Bank also seeks to hit Kusum with joint and several liability to the extent of $799,395.64 (the sum of Vinay's restitution and prejudgment interest liability), on the theory that she was unjustly enriched by Vinay's illegal activity. To that end Bank points to Kusum's acknowledgment that the three accounts into which Vinay deposited the embezzled funds were joint accounts. Response Mem. 2 counters by saying:

Kusum Malhotra is guilty of nothing more than being the wife of a man who inappropriately took money from his employer.

And Kusum's accompanying affidavit, in addition to identifying the couple's two children (one age 21 and attending college, the other age 15 and living at home), not only disclaims any prior knowledge of Vinay's illegal activities but also says this as to the residence that is apparently the only material asset that might escape (at least in part) the judgment being entered against Vinay (Aff. ¶ 2):

That we purchased our home at 1704 Kenyon Drive in Naperville, Illinois prior to my husband working for the Bank of Tokyo-Mitsubishi.
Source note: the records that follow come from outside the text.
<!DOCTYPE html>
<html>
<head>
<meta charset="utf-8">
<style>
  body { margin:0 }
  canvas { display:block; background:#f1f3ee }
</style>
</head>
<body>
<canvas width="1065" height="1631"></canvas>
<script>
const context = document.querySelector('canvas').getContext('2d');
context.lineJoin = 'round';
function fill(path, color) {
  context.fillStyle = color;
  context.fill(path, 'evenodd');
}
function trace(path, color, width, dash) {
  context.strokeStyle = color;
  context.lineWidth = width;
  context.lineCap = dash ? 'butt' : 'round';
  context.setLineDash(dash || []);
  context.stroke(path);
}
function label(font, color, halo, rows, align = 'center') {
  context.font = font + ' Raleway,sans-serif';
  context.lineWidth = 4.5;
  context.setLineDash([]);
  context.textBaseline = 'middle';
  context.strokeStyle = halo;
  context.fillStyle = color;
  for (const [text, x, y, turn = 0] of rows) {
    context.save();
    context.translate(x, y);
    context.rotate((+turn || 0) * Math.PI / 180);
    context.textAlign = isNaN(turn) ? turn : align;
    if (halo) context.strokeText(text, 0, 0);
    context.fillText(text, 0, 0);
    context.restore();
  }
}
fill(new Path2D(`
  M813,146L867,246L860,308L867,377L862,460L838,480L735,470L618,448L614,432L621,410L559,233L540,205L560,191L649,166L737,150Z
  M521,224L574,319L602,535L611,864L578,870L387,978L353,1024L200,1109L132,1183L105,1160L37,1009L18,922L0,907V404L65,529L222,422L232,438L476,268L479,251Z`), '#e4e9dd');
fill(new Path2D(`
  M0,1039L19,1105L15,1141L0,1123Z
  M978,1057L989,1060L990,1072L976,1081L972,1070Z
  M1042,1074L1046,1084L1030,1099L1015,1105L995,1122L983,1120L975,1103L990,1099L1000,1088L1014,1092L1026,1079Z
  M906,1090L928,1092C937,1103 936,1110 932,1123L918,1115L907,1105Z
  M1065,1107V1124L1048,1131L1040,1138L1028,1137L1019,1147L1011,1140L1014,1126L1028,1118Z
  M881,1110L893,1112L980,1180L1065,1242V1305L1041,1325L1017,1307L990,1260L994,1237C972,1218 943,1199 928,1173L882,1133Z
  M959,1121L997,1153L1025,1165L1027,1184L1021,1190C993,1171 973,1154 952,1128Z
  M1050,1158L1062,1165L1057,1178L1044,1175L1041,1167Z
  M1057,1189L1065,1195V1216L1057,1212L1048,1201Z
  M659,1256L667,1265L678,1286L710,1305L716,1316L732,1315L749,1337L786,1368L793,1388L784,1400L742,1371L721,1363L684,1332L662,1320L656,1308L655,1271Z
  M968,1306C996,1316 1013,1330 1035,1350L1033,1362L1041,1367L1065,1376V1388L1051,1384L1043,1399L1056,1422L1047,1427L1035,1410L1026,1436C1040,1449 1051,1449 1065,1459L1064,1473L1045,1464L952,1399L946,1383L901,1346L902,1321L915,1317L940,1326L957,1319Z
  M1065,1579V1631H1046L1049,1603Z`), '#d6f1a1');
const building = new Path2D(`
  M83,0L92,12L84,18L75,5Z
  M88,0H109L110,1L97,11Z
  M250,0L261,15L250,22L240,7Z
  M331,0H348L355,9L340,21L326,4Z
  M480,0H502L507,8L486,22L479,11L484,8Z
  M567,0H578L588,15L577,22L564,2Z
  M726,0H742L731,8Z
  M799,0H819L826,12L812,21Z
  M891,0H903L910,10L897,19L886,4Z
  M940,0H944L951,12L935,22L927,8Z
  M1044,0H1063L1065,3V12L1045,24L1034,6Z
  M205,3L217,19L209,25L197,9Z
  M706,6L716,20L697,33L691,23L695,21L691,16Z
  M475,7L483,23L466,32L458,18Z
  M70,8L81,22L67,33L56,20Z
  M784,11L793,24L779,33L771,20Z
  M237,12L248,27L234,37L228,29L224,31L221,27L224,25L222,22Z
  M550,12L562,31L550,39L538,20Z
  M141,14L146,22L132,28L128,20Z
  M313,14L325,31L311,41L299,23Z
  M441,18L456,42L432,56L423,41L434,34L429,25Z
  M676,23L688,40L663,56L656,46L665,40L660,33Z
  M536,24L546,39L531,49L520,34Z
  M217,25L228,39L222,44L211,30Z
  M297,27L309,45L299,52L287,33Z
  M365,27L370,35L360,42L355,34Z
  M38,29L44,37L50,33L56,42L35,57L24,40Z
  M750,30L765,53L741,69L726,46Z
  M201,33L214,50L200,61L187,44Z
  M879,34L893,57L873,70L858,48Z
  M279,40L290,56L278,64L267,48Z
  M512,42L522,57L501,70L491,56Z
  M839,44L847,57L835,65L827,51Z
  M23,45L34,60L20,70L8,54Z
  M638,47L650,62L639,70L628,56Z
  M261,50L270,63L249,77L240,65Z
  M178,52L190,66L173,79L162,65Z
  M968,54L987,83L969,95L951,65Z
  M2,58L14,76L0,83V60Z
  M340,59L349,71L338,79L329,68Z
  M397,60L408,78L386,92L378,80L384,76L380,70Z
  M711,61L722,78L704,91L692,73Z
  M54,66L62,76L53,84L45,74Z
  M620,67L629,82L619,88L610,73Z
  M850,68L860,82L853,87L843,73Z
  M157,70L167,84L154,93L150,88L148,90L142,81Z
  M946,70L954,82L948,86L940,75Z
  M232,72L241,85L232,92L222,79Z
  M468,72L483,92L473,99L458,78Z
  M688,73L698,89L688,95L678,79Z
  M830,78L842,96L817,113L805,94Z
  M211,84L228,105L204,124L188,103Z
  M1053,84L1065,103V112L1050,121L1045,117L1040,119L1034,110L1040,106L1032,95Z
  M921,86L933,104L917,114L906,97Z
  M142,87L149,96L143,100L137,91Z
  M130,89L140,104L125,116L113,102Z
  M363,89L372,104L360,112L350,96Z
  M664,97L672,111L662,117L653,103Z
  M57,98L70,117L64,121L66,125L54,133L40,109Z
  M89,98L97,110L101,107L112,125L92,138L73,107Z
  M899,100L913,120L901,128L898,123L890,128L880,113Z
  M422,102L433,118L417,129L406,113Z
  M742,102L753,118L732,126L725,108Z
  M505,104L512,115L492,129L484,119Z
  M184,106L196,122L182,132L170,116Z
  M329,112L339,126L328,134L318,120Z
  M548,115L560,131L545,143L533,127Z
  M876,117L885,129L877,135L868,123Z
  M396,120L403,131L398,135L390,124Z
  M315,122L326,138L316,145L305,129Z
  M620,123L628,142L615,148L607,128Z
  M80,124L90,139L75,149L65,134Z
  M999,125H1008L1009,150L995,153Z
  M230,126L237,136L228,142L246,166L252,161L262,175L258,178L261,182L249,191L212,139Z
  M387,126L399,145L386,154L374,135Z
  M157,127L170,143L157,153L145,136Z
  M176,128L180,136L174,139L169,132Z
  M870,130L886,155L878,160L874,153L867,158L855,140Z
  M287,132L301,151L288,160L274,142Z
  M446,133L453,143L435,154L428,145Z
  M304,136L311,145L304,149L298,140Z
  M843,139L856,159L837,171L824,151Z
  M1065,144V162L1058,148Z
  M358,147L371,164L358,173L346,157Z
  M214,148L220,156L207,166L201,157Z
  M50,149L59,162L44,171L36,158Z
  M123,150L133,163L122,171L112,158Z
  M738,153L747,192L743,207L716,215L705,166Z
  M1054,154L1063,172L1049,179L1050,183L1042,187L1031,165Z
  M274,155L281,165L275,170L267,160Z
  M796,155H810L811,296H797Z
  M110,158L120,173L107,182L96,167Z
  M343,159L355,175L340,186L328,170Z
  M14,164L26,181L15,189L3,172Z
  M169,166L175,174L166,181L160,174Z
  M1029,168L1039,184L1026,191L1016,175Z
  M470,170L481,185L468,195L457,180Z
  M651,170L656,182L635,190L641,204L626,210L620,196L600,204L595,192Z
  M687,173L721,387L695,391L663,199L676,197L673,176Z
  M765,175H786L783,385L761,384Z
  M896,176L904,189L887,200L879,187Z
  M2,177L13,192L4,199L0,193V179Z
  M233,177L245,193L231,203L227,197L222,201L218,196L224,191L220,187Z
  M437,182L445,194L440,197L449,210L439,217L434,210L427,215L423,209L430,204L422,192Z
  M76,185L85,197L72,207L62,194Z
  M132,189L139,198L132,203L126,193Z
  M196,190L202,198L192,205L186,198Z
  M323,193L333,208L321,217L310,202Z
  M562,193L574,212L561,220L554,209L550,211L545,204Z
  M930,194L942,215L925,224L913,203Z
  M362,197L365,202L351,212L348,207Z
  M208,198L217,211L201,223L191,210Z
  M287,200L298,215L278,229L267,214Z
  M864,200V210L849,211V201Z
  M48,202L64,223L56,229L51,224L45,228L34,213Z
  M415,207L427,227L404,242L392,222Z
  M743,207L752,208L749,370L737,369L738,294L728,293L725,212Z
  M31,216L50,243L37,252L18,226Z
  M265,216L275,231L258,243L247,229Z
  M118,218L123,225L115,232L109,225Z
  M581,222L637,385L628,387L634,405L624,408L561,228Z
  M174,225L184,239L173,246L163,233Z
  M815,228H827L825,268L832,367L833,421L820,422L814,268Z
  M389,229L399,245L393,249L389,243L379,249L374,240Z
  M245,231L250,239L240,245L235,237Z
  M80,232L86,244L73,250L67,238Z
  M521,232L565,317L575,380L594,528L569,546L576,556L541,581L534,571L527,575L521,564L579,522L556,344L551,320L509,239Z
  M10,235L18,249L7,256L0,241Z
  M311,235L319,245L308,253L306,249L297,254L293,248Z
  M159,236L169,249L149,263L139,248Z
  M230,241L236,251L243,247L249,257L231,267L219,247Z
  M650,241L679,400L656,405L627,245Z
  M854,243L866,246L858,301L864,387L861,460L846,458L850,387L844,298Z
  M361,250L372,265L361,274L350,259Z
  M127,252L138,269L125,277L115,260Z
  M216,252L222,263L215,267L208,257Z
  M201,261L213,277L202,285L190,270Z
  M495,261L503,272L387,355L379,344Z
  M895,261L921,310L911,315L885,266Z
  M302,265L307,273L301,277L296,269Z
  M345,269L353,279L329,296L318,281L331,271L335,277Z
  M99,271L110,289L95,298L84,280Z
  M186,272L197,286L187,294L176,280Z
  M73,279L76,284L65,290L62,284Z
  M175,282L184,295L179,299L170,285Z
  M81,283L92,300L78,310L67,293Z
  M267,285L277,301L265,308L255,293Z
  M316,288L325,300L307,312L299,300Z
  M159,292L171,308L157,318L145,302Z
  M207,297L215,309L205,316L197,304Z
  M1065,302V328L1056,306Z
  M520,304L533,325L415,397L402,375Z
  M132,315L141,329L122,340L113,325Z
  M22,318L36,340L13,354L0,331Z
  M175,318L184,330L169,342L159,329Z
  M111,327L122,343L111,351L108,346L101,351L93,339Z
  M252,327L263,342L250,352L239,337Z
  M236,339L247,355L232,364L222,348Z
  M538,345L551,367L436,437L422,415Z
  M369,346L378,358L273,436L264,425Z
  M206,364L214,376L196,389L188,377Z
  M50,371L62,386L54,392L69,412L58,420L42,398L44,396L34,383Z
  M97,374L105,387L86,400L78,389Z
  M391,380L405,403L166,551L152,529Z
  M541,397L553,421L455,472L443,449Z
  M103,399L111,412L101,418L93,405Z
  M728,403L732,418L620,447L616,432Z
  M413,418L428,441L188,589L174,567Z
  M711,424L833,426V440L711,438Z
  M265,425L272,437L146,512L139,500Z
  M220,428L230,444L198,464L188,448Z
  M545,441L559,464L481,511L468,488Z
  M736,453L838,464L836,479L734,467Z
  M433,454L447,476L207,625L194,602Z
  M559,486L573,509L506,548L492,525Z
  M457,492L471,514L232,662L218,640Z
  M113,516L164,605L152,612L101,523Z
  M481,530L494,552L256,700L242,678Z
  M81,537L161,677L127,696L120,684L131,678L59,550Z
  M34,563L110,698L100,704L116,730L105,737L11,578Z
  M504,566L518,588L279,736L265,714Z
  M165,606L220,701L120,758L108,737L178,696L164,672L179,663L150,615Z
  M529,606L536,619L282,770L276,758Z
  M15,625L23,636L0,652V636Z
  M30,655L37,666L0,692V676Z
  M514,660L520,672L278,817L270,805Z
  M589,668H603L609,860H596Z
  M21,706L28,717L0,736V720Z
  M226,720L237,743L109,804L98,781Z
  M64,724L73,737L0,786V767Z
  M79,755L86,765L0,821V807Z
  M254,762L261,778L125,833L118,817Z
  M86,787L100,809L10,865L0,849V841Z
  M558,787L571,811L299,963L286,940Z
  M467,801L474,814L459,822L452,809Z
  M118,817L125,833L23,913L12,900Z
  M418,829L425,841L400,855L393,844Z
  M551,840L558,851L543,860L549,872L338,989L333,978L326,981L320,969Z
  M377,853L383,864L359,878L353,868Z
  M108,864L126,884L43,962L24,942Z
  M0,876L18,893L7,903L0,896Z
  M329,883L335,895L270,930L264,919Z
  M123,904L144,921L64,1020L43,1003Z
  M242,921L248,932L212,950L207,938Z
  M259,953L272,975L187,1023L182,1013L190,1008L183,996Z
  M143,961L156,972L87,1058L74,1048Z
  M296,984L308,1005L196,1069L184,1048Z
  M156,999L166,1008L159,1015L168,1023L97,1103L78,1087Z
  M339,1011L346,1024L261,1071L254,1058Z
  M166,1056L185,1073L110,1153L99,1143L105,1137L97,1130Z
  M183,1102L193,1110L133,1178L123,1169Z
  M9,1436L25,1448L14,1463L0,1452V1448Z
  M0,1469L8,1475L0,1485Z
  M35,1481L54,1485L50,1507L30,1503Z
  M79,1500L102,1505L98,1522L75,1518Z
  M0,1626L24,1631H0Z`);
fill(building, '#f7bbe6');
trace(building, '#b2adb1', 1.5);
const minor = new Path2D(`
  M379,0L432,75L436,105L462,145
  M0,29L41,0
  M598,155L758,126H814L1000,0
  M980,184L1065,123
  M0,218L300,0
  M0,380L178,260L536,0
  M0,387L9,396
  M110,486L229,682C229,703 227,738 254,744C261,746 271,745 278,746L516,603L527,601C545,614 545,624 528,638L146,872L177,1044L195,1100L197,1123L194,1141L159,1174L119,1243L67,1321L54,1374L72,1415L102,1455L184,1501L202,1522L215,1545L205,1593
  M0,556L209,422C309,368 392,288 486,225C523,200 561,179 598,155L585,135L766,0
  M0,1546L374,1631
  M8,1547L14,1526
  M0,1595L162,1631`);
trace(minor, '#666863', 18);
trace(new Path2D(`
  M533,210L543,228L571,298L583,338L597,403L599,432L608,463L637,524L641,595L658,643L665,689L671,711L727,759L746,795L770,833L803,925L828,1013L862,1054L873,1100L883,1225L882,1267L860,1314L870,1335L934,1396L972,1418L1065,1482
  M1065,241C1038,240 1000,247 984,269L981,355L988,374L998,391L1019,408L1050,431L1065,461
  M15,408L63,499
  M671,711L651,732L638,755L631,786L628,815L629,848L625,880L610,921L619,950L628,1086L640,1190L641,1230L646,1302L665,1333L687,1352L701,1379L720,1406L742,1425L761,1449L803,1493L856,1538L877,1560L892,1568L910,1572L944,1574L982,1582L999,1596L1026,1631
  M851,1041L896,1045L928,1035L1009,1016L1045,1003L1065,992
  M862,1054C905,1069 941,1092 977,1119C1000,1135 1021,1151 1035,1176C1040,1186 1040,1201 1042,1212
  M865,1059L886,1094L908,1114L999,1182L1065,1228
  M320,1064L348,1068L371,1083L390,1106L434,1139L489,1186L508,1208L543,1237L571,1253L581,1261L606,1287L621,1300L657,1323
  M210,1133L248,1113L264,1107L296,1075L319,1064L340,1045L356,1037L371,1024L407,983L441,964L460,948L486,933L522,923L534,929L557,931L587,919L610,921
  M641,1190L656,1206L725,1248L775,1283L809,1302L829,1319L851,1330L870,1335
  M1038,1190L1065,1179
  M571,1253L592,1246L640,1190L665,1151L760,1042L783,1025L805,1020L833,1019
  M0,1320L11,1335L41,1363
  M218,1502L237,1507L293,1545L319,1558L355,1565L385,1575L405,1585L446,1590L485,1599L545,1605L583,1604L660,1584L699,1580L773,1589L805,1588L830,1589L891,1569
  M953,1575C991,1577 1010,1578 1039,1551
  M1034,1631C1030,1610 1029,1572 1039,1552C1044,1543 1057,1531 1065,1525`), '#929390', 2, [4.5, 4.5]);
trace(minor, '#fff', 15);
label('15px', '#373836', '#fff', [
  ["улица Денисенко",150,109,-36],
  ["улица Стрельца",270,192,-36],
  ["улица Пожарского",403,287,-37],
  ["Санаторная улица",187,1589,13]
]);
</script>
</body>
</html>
We used my savings and salary to help purchase the home and we used my salary to maintain the home since we have lived here.

Bank really offers little more than its conclusory assertion as to unjust enrichment to support its independent claim against Kusum. Unjust enrichment is of course an equitable doctrine, and Bank simply has not put enough flesh on the bones of its claim to support a judgment against Kusum as a matter of law in such equitable terms. Its Rule 56 motion for a judgment against Kusum as a matter of law is denied.

Conclusion

For the reasons stated here, there is no genuine issue of material fact as to Vinay's liability to Bank or as to the amount of that liability, so that Bank is entitled to a judgment as a matter of law in those respects. As stated earlier, judgment is ordered to be entered in Bank's favor and against Vinay in the sum of $821,755.64. Bank's Rule 56 motion is denied as to Kusum.